Two of them, Russell T. Vought and Jeffrey B. Clark, were high-profile allies of Donald Trump. Mr. Vought, who has railed against “climate alarmism,” and Mr. Clark, who has called climate rules a “Leninistic” plot to seize control of the economy, drafted executive orders for the next Republican president to dismantle climate initiatives.

The other two, Mandy Gunasekara and Jonathan Brightbill, were lesser-known conservative attorneys with long histories of fighting climate initiatives. Ms. Gunasekara, a onetime aide to the most vocal global warming denialist in the Senate, and Mr. Brightbill, who had argued in court against Obama-era climate regulations, collected an “arsenal of information” to chip away at the scientific consensus that the planet is warming, documents show.

Their efforts are now paying off. In the coming days, the Environmental Protection Agency is expected to revoke a determination that has underpinned the federal government’s ability to fight global warming since 2009.

That scientific conclusion, known as the endangerment finding, determined that carbon dioxide, methane and other greenhouse gases are supercharging storms, wildfires, drought, heat waves and sea level rise, and are therefore threatening public health and welfare.

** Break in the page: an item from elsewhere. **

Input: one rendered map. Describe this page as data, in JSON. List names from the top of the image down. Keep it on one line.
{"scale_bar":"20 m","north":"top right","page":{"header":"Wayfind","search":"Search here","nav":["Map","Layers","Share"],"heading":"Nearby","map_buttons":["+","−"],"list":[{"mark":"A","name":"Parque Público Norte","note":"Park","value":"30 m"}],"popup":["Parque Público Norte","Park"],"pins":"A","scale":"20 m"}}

It required the federal government to regulate these gases, which result from the burning of oil, gas and coal.

In revoking that determination, the Trump administration would erase limits on greenhouse gases from cars, power plants and industries that generate the planet-warming pollution.

Unlike the swings in federal policy that have become routine when administrations change hands, getting rid of the endangerment finding could hamstring any future administration’s efforts to regulate greenhouse gas emissions.

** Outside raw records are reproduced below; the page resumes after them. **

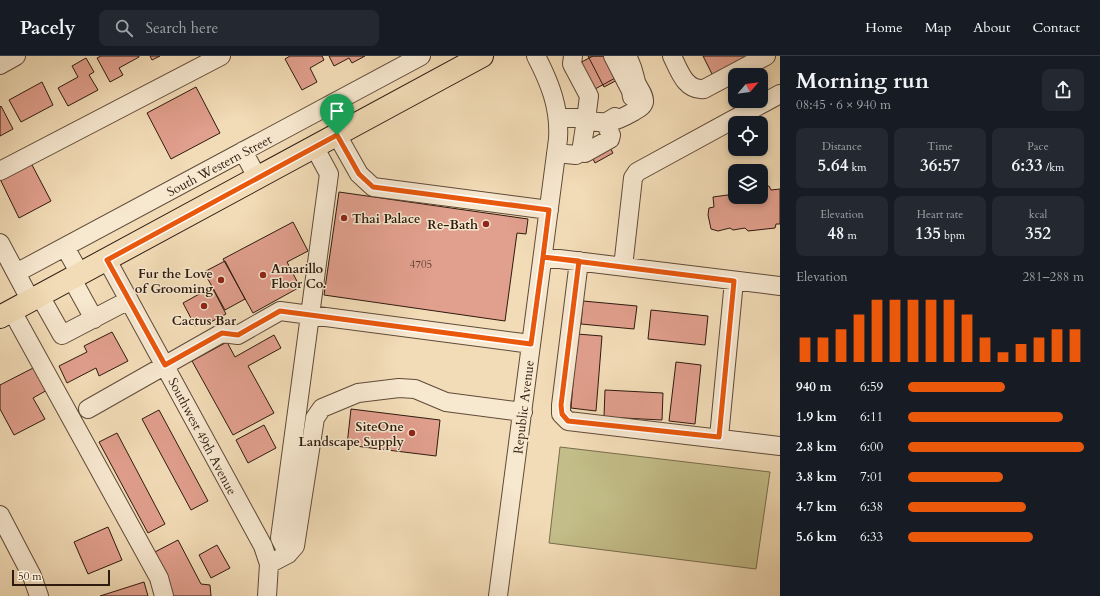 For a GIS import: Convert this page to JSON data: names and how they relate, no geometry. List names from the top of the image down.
{
  "streets": {
    "street": ["South Western Street", "Republic Avenue", "Southwest 49th Avenue"]
  },
  "places": [
    "Thai Palace",
    "Re-Bath",
    "Amarillo Floor Co.",
    "Fur the Love of Grooming",
    "Cactus Bar",
    "SiteOne Landscape Supply"
  ],
  "house_numbers": ["4705"],
  "scale_bar": "50 m",
  "north": "top right",
  "page": {
    "header": "Pacely",
    "search": "Search here",
    "nav": [
      "Home",
      "Map",
      "About",
      "Contact"
    ],
    "heading": ["Morning run", "08:45 · 6 × 940 m"],
    "stats": [
      ["Distance", "5.64 km"],
      ["Time", "36:57"],
      ["Pace", "6:33 /km"],
      ["Elevation", "48 m"],
      ["Heart rate", "135 bpm"],
      ["kcal", "352"]
    ],
    "chart": ["Elevation", "281–288 m"],
    "list": [
      {
        "name": "940 m",
        "note": "6:59"
      },
      {
        "name": "1.9 km",
        "note": "6:11"
      },
      {
        "name": "2.8 km",
        "note": "6:00"
      },
      {
        "name": "3.8 km",
        "note": "7:01"
      },
      {
        "name": "4.7 km",
        "note": "6:38"
      },
      {
        "name": "5.6 km",
        "note": "6:33"
      }
    ],
    "scale": "50 m"
  }
} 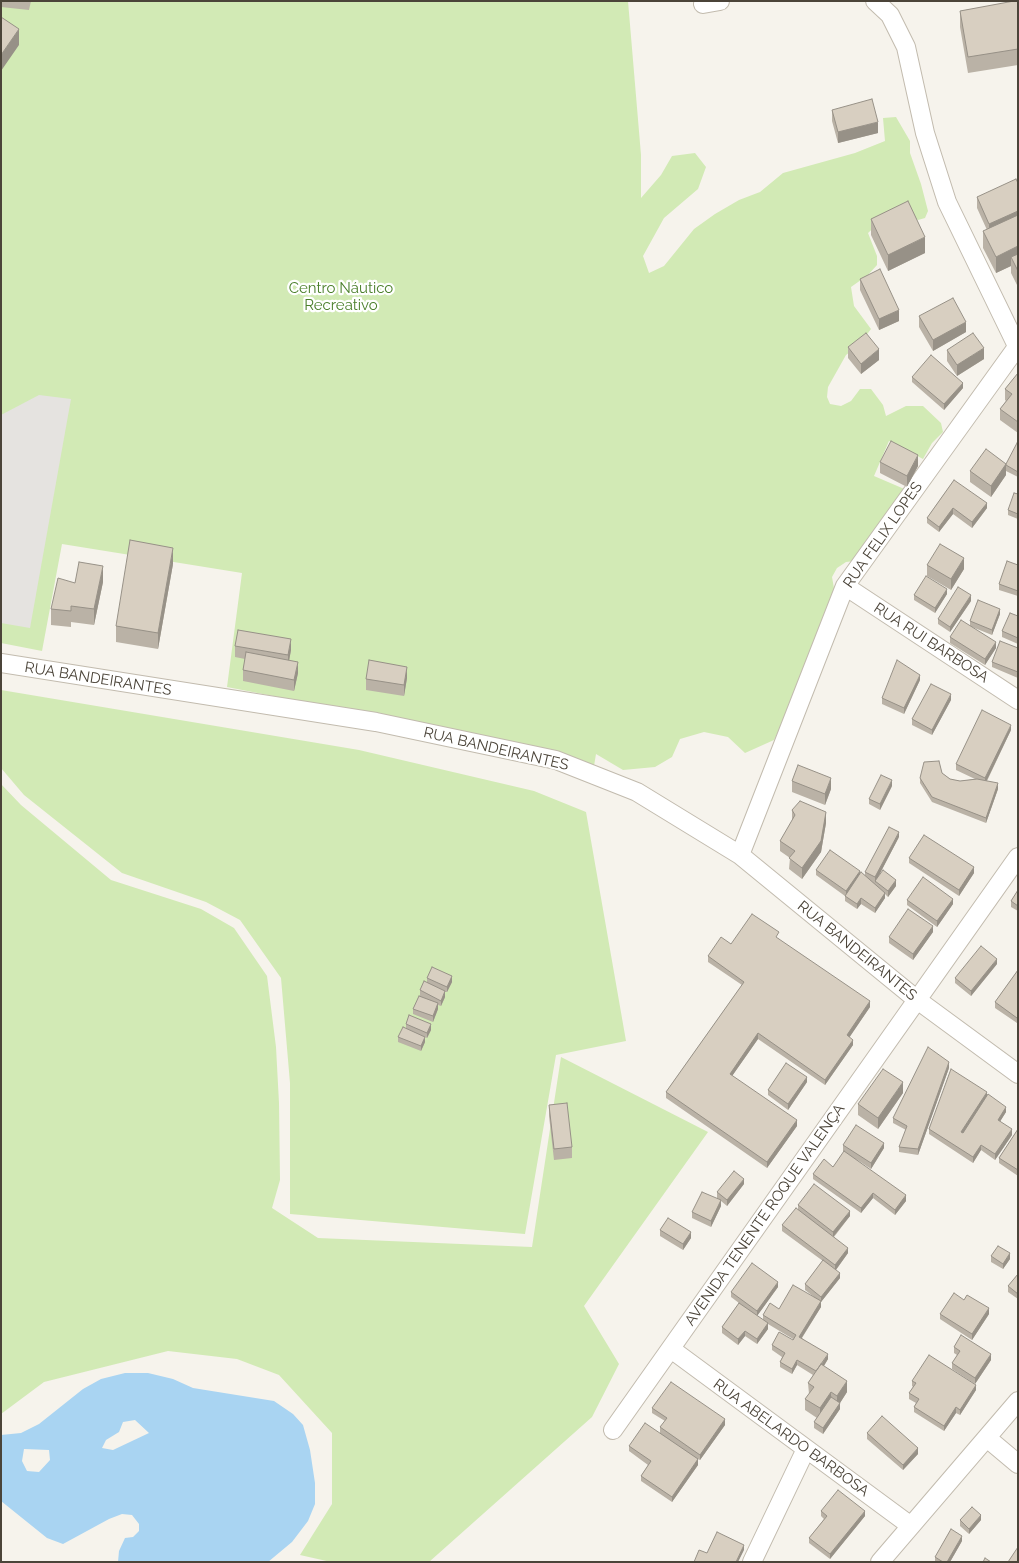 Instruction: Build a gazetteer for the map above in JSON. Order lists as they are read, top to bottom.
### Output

“We are pretty close to total victory,” said Myron Ebell, who helped the first Trump administration set up its operations at the E.P.A. and has been attacking climate science and policies for nearly three decades.

Mr. Ebell said that dozens of conservative activists, lawyers, scientists and others had worked for years to prepare the case against the endangerment finding. But he singled out Mr. Vought, Mr. Clark, Mr. Brightbill and Ms. Gunasekara as the ones who drafted detailed plans of attack that the second Trump administration has largely followed.

“No amount of outside public support would have done anything if there hadn’t been those four people: Russ and Jeff and John and Mandy,” he said.

Even Mr. Trump’s top advisers at the time rejected the most extreme demands of those who wanted to challenge the science. Days before Mr. Trump left office in January 2021, his E.P.A. denied a petition from Mr. Ebell’s group to reconsider the endangerment finding.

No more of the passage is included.